Look through the lines below; wherever the word "canvas" appears, copy that line.

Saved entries
============================================================
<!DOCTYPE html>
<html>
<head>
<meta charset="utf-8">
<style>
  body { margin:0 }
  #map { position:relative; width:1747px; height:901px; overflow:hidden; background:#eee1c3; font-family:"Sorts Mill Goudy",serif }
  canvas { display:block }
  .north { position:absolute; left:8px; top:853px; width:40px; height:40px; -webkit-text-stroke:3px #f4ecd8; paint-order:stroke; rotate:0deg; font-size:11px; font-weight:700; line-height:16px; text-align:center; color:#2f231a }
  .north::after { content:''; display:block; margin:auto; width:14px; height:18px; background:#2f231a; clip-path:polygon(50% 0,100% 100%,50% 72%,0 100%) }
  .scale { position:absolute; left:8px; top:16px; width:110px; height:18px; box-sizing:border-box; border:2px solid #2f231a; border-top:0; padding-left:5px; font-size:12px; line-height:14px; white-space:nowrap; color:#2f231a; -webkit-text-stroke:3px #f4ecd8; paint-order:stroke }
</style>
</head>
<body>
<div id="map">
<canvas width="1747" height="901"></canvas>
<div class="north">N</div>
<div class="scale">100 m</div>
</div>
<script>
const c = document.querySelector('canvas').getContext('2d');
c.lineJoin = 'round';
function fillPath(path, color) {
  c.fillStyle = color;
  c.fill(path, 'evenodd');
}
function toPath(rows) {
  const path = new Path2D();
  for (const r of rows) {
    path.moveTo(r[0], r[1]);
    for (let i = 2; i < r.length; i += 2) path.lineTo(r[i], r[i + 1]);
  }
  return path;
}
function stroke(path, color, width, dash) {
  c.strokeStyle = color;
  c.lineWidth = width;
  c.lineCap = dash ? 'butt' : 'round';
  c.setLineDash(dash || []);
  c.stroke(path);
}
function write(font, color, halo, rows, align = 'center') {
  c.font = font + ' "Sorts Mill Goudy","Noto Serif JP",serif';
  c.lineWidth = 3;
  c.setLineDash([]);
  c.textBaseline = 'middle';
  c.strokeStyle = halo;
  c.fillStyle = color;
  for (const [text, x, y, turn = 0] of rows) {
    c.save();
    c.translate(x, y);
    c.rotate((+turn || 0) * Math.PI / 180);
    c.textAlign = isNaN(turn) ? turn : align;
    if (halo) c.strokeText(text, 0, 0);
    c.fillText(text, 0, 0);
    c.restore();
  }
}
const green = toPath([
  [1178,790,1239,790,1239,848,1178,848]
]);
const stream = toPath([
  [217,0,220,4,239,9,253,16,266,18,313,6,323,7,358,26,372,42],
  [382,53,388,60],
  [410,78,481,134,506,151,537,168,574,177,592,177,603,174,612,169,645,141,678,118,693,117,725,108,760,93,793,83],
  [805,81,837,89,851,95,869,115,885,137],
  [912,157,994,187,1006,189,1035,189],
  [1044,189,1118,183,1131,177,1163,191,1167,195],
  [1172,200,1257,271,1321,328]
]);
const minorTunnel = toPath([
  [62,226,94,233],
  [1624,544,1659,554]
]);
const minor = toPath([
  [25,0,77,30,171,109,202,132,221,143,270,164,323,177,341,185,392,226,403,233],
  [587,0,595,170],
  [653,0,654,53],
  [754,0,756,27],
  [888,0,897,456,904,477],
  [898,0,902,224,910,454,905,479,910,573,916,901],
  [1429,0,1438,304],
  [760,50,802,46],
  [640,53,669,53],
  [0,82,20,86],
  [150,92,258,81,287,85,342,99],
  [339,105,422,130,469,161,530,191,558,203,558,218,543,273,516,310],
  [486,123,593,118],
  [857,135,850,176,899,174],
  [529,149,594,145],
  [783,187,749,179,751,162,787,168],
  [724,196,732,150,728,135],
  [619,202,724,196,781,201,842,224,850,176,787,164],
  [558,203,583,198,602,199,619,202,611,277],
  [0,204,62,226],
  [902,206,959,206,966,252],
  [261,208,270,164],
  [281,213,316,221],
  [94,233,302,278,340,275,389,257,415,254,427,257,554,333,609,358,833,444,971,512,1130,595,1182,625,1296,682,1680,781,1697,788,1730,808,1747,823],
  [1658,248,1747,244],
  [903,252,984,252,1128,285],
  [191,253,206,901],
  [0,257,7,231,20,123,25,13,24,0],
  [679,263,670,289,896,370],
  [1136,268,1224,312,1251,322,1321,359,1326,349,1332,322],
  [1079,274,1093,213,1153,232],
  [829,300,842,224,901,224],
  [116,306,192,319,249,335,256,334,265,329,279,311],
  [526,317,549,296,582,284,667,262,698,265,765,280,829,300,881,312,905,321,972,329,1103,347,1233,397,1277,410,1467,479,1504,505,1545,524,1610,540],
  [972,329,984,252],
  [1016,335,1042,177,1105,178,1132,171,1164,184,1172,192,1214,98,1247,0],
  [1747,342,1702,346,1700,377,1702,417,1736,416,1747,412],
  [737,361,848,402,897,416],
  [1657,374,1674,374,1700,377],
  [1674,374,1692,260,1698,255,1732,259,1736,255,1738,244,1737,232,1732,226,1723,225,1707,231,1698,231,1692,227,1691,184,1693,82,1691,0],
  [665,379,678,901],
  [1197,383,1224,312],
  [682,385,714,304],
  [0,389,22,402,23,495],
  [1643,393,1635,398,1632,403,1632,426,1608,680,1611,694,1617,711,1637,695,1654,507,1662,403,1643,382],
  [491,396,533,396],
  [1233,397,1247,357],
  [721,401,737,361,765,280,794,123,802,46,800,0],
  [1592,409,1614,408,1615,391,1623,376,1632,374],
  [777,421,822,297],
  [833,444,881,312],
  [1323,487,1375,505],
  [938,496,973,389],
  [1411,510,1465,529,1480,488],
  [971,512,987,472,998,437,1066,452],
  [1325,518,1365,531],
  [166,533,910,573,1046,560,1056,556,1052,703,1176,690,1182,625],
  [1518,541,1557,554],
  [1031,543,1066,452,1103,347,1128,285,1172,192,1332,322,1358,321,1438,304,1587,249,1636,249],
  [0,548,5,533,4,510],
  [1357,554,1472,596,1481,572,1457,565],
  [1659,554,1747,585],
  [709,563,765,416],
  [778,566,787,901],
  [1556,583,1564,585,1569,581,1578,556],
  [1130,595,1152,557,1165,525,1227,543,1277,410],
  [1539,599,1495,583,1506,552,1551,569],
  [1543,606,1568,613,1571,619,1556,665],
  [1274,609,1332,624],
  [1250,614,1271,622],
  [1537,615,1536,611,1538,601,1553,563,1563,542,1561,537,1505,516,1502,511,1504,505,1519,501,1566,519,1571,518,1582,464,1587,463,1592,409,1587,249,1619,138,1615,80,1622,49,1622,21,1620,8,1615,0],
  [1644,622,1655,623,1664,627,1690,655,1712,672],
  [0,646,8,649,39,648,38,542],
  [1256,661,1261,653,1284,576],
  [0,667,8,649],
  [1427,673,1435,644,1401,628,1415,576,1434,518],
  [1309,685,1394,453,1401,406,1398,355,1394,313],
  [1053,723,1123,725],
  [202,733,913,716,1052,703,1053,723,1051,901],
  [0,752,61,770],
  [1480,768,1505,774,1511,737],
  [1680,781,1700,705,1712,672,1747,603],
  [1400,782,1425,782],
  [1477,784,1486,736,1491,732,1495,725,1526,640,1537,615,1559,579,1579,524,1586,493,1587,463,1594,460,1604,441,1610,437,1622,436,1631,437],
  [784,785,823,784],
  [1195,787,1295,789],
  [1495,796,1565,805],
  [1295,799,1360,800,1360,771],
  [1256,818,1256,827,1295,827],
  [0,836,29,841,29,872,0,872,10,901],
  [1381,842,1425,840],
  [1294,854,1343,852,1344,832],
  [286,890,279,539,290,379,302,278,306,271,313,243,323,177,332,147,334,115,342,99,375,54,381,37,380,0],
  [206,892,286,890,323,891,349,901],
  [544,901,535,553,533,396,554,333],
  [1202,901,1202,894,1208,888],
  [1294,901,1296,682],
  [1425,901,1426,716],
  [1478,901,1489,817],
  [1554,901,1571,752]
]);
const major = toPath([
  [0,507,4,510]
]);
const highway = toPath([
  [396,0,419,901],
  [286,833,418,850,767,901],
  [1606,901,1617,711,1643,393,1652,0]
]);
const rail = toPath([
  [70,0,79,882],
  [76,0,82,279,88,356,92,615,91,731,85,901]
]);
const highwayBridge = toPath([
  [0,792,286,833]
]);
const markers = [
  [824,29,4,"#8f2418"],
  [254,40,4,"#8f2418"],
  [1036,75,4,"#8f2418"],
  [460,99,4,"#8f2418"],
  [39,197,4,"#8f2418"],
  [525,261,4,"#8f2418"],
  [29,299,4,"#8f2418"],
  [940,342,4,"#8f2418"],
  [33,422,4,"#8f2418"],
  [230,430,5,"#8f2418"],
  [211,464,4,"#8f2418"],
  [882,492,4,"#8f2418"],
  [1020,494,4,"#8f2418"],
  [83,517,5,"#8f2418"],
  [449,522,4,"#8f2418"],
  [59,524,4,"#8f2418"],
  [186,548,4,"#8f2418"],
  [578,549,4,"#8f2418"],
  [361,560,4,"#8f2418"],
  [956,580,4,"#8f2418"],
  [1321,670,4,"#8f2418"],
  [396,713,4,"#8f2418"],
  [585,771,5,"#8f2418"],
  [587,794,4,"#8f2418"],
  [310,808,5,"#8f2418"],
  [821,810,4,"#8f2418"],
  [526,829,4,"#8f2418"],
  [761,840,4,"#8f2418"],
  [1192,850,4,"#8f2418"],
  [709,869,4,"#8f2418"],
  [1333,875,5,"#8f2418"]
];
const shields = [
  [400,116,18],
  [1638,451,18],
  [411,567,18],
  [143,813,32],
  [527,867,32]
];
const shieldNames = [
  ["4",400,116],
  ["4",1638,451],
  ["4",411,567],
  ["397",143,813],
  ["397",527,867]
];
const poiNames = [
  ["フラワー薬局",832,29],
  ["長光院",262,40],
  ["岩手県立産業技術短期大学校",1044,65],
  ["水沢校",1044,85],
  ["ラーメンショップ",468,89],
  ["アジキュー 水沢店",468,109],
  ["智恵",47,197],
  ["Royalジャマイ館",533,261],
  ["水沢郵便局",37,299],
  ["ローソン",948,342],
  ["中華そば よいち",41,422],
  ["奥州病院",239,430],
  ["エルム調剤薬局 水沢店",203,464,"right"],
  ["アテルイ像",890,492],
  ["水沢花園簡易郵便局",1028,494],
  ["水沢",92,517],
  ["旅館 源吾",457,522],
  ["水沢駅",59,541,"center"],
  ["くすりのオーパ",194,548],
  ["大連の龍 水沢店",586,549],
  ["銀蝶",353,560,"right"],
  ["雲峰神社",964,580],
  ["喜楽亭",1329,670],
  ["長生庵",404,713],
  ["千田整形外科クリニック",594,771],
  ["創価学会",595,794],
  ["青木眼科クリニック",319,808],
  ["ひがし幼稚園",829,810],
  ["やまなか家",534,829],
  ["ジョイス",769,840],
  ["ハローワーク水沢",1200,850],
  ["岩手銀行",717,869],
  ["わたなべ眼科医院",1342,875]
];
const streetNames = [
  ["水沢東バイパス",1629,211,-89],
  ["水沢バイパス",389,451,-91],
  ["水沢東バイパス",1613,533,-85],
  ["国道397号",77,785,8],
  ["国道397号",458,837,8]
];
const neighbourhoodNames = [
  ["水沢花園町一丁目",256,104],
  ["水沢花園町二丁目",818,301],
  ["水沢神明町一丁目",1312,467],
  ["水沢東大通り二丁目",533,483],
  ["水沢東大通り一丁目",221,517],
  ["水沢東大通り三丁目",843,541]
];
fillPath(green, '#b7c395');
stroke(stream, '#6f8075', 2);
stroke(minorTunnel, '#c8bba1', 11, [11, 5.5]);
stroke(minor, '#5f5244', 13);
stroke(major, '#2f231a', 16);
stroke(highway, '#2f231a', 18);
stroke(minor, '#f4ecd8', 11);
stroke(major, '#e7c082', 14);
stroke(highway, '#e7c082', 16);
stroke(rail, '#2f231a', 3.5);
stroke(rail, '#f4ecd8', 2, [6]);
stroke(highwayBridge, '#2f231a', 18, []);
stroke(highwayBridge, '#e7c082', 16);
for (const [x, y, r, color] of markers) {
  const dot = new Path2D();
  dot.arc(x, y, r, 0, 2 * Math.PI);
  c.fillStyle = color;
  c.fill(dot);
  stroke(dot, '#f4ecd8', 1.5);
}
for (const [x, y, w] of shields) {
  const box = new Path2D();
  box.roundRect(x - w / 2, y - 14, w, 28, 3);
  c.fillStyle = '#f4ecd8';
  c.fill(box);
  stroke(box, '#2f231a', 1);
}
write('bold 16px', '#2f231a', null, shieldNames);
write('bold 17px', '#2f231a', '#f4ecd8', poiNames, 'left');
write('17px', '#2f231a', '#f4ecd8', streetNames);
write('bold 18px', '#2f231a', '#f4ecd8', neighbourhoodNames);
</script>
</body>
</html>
============================================================
TASK RESULT
  canvas { display:block }
<canvas width="1747" height="901"></canvas>
const c = document.querySelector('canvas').getContext('2d');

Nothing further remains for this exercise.